Online Accessibility

Closed captioning in English will be available through thelivestream.

Technology requirements

Online attendees will need a computer (laptop or desktop), tablet or smartphone, with speakers or headphones. A microphone and/or a webcam are recommended if you would like to fully participate in the interactive portions of this event.

We recommend that you use a computer for the best experience of this event. Some interactivity and accessibility features are not available when using a smartphone or tablet.

Protecting your privacy

To ensure that we are using online event technology in a privacy-conscious way, we are following best practices for this online event series:

  • We will only circulate the event link to those who are registered for the event
  • We will password-protect the event
  • We will enable end-to-end encryption
  • We will not use attention tracking

To protect your own privacy:

  • We remind you that whatever you say during the event is public, so please do not share sensitive information about yourself or others, and do not say anything you do not wish to enter the public domain.

To protect the privacy of others:

  • Please do not record or photograph yourself, other participants, or the hosts during the event, unless permission is requested and given.

If you have any questions about this event’s accessibility, technology requirements or privacy, please connect with us at psqevent@sfu.ca.

Community guidelines

Our community guidelines are intended to ensure the safety of all guest speakers and event participants, and to foster honest, socially accountable dialogue at our events.
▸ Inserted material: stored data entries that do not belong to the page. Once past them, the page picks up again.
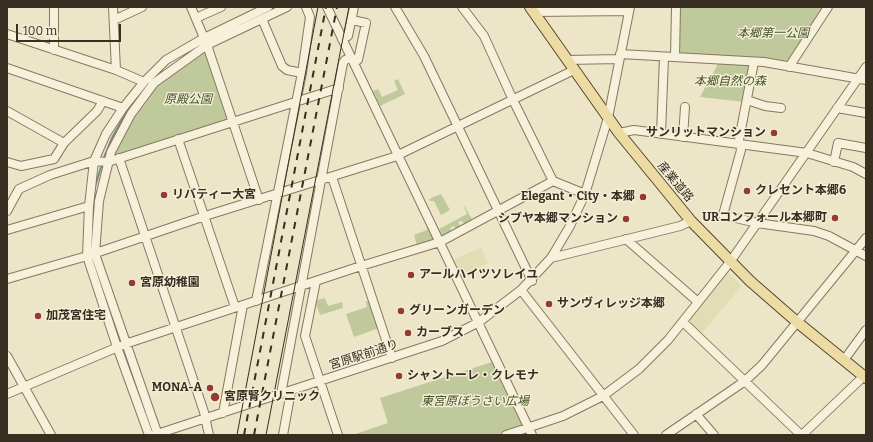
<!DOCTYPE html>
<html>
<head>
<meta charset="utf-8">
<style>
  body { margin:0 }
  #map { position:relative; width:873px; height:442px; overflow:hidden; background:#ece5c8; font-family:Bitter,serif }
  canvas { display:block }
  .frame { position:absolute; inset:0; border:8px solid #382e21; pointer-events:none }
  .scale { position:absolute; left:16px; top:24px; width:105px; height:18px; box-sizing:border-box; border:2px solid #382e21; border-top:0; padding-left:5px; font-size:12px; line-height:14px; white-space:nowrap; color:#382e21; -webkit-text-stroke:3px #f4eed7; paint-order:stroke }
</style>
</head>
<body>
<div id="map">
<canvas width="873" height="442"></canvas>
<div class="frame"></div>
<div class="scale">100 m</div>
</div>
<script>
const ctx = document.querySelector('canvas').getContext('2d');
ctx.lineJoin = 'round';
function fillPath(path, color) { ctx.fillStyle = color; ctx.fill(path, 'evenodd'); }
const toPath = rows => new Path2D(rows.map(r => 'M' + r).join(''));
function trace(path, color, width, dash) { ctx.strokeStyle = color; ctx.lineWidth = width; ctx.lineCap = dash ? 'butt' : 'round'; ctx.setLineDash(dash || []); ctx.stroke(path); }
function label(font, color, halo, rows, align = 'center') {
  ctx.font = font + ' Bitter,"Noto Sans JP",serif'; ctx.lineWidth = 3; ctx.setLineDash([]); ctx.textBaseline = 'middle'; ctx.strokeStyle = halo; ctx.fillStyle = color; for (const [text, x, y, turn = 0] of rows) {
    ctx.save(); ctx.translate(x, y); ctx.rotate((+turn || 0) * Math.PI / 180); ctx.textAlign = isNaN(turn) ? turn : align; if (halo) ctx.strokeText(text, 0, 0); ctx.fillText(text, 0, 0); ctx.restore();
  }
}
fillPath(toPath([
  [481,247,488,263,461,276,454,260],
  [727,271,742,286,701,334,687,321]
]), '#e1deb6');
fillPath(toPath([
  [679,7,825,7,787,62,756,58,677,53],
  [206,51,229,120,110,158,132,115,156,83,181,64],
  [719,62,751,63,745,102,700,97],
  [398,79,405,94,380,106,373,91,378,89,382,97,398,90,394,81],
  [441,194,450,210,441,215,434,201,430,201,429,199],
  [464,207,465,207,473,221,465,225,462,221,458,222,461,227,456,230,454,226,450,228,452,232,442,235,439,229,467,214],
  [426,224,427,224,434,241,417,246,414,235,427,230],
  [316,297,317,300,325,298,328,306,342,302,343,308,320,315,315,301],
  [366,301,370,301,379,328,354,337,346,314,367,307],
  [492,362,524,427,496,435,352,435,388,423,380,398]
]), '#c0c99c');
trace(toPath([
  [103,160,112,138,126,113,142,92],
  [95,187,102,164],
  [92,257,121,344],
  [123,348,142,400]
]), '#708e8a', 2);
const minor = toPath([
  [54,7,54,50],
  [113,7,116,70],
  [191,7,204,38],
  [327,7,532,435],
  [395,7,424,56,532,281],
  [462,7,484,36,513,100,553,181,585,194],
  [534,12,629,11],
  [196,18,221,7],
  [262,19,282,66,287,70,302,73],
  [114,20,142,7],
  [352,20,366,23,358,60,354,62],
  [7,34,116,70,144,82],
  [342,39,348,36,354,7],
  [207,45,259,200],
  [620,54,764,62,866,80],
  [675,57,676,7],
  [567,60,619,59],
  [754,62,739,140,741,150,723,215,757,223,814,231,829,236,866,256],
  [789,67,828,7],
  [7,68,123,108],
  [747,100,765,106,781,108],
  [837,108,866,113],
  [7,111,64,143],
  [619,133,634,130,807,153,853,167,866,174],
  [661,134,664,57],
  [683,137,685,107],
  [178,139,235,307],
  [119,158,204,412,209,435],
  [7,162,21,166,54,159,64,143,97,111,103,101],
  [834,162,838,143,866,148],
  [332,177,392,358],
  [7,211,19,189,50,175,94,161,108,162,339,88],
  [7,230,89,206],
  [626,239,698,302],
  [551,258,680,226,691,221],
  [7,279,87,256,205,216,394,157,574,70],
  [316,281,305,336,338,435],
  [521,290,634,435],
  [256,301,302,73,310,17,306,7],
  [683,322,801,435],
  [7,356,51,435],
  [844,360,866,330],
  [7,394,125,344,361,266,440,242,553,181],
  [281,394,343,63,345,60,351,57],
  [223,413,243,305],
  [696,414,714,435],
  [149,435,117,347,87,256,89,206,94,161,106,134,123,108,144,82,166,60,204,38,268,7],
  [154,435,442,341,479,322,521,290,551,258,570,226,585,194,608,118,630,7],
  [158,435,95,254,99,201,111,152,131,114,154,83,207,45,287,7],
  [283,435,291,391],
  [506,435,563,416,603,396,639,369,668,340,730,262,866,67],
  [666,435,745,381,762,365,866,238],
  [802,435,864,376]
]);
const major = toPath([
  [530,7,619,133,691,221,750,281,797,322,866,378]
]);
trace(minor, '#87785e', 10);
trace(major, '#554632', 12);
trace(minor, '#f7f1db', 8);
trace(major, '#ecdca3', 10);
trace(toPath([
  [237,435,318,7],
  [266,435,349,7]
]), '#382e21', 1);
trace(toPath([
  [244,435,326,7],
  [254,435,337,7]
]), '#382e21', 2, [7, 7]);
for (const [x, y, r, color] of [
  [774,133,4,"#923b32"],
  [747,191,4,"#923b32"],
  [164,195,4,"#923b32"],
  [643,197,4,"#923b32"],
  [835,218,4,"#923b32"],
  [626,219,4,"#923b32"],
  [411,275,4,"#923b32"],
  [132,283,4,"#923b32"],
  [549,304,4,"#923b32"],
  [401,311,4,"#923b32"],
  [38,316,4,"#923b32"],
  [408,333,4,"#923b32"],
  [399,376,4,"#923b32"],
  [210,388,4,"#923b32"],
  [215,397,5,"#923b32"]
]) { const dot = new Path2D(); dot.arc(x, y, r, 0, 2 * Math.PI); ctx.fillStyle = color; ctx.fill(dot); trace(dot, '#f4eed7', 1.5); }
label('italic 12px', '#445329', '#f4eed7', [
  ["本郷第一公園",773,34],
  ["本郷自然の森",730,82],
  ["原殿公園",188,100],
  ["東宮原ぼうさい広場",475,402]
]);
label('bold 12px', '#382e21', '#f4eed7', [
  ["サンリットマンション",766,133,"right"],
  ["クレセント本郷6",755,191],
  ["リバティー大宮",172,195],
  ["Elegant・City・本郷",635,197,"right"],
  ["URコンフォール本郷町",827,218,"right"],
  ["シブヤ本郷マンション",618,219,"right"],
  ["アールハイツソレイユ",419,275],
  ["宮原幼稚園",140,283],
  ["サンヴィレッジ本郷",557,304],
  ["グリーンガーデン",409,311],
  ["加茂宮住宅",46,316],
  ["カーブス",416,333],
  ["シャントーレ・クレモナ",407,376],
  ["MONA-A",202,388,"right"],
  ["宮原腎クリニック",224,397]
], 'left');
label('12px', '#382e21', '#f4eed7', [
  ["産業道路",675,182,50],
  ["宮原駅前通り",364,355,-18]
]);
</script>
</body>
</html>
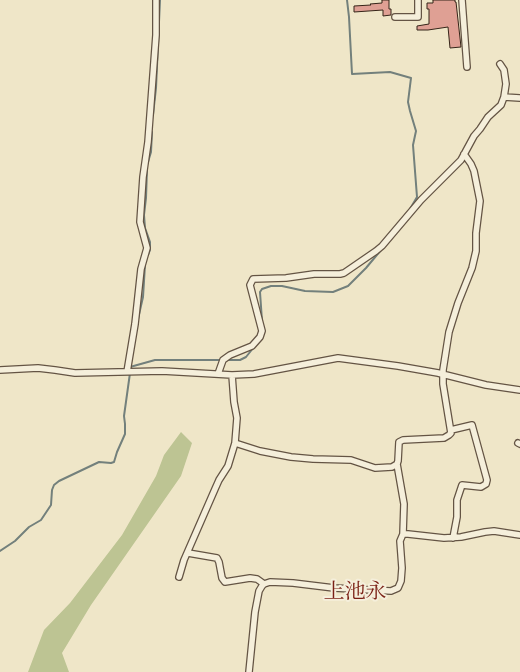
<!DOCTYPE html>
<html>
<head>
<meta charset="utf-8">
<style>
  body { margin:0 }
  canvas { display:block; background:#efe6c8 }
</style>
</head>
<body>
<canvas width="520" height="672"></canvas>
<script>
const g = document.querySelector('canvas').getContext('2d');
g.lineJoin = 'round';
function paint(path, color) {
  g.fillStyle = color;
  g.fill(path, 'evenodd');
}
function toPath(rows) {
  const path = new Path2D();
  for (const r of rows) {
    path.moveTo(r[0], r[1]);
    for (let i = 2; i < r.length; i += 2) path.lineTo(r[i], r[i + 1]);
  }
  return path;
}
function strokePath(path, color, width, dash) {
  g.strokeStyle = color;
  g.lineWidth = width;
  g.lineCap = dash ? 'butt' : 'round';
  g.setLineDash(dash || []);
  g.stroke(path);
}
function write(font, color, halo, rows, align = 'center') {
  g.font = font + ' "IM FELL French Canon","Noto Serif JP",serif';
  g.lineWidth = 4;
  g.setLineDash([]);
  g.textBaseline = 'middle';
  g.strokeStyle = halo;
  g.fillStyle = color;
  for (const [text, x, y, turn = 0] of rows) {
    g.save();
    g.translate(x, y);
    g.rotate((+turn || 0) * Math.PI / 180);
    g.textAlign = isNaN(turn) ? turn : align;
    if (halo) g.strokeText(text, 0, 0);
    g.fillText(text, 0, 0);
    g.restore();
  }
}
paint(toPath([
  [181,432,192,443,181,476,91,605,62,653,69,672,28,672,44,630,70,603,122,535,156,476,164,455]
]), '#bdc493');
strokePath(toPath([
  [347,0,349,17,352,74,390,72,411,78,408,102,410,111,416,131,413,145,417,197,410,209],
  [153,115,156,88,160,0],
  [148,162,151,152,152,132],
  [147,169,146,198,144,215,145,228,150,242,150,250,148,255],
  [138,319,143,297,145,265],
  [262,321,260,292,262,289,271,286,282,286,305,291,333,292,348,286,366,268,381,250],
  [227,360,240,360,246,357,254,347],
  [130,367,155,360,222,360],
  [0,551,15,541,29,527,41,520,51,505,52,490,54,485,59,481,99,462,111,463,114,462,117,452,125,434,125,424,124,416,130,373]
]), '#73807c', 2);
const building = toPath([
  [382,0,389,0,389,9,391,9,391,15,383,16,383,10,354,12,354,6,371,5,370,4,382,3,382,0],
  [433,0,455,0,455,2,456,2,461,47,450,48,448,27,428,30,417,30,417,26,429,24,429,9,427,9,427,3,433,3,433,0]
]);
paint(building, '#dfa094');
strokePath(building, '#352418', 1);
const minor = toPath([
  [462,0,467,67],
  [395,17,418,17,418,0],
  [504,97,520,98],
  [0,370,38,368,55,370,75,373,162,371,232,375,254,374,338,358,398,366,438,373,486,385,520,390],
  [127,372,135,324,141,269,147,248,140,222,143,177,148,142,156,35,156,0],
  [218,374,223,360,230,355,252,346,260,337,262,331,250,285,253,279,286,278,314,274,340,274,344,273,376,251,382,246,421,200,461,160,474,136,480,129,488,117,501,105,504,97,506,84,504,70,500,64],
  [451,430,472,425,487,480,486,484,481,487,462,485,457,500,457,517,453,538],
  [235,443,260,451,291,457,313,459,351,460,375,468,392,467,397,464],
  [518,443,520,444],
  [403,534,404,504,397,464,398,461,399,442,403,440,444,438,449,435,451,433,443,384,443,370,449,332,458,303,472,268,476,251,476,233,480,201,474,171,471,164,464,154],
  [188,553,217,558,219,562,222,578,225,582,250,578,257,579,264,584],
  [179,577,184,560,215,489,219,480,228,466,235,443,237,418,234,402,232,375],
  [249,672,255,612,259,591,262,586,264,584,270,582,293,583,334,588,391,591,398,588,401,581,402,568,400,541,403,534,408,534,444,538,461,537,485,532,494,531,520,535]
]);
strokePath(minor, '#645444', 8);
strokePath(minor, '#f5efdb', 5.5);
write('21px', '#7a1f14', '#f5efdb', [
  ["上池永",355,593]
]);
</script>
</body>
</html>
Thank you for respecting these guidelines!

  • Above all, there will be zero tolerance for those who promote violence or discrimination against others on the basis of race, ethnicity, national origin, sexual orientation, gender identity, religious affiliation, age, or disability. Anyone who incites harm towards other participants (whether through chat, video, audio or otherwise) will be removed at the discretion of our technical team and moderator.
  • Don’t assume pronouns/gender/knowledge based on someone’s name or appearance. Please refer to people using the usernames and/or pronouns they provide.
  • Approach this event with an open heart and open mind. Recognize that we are all here to learn and please be respectful at all times.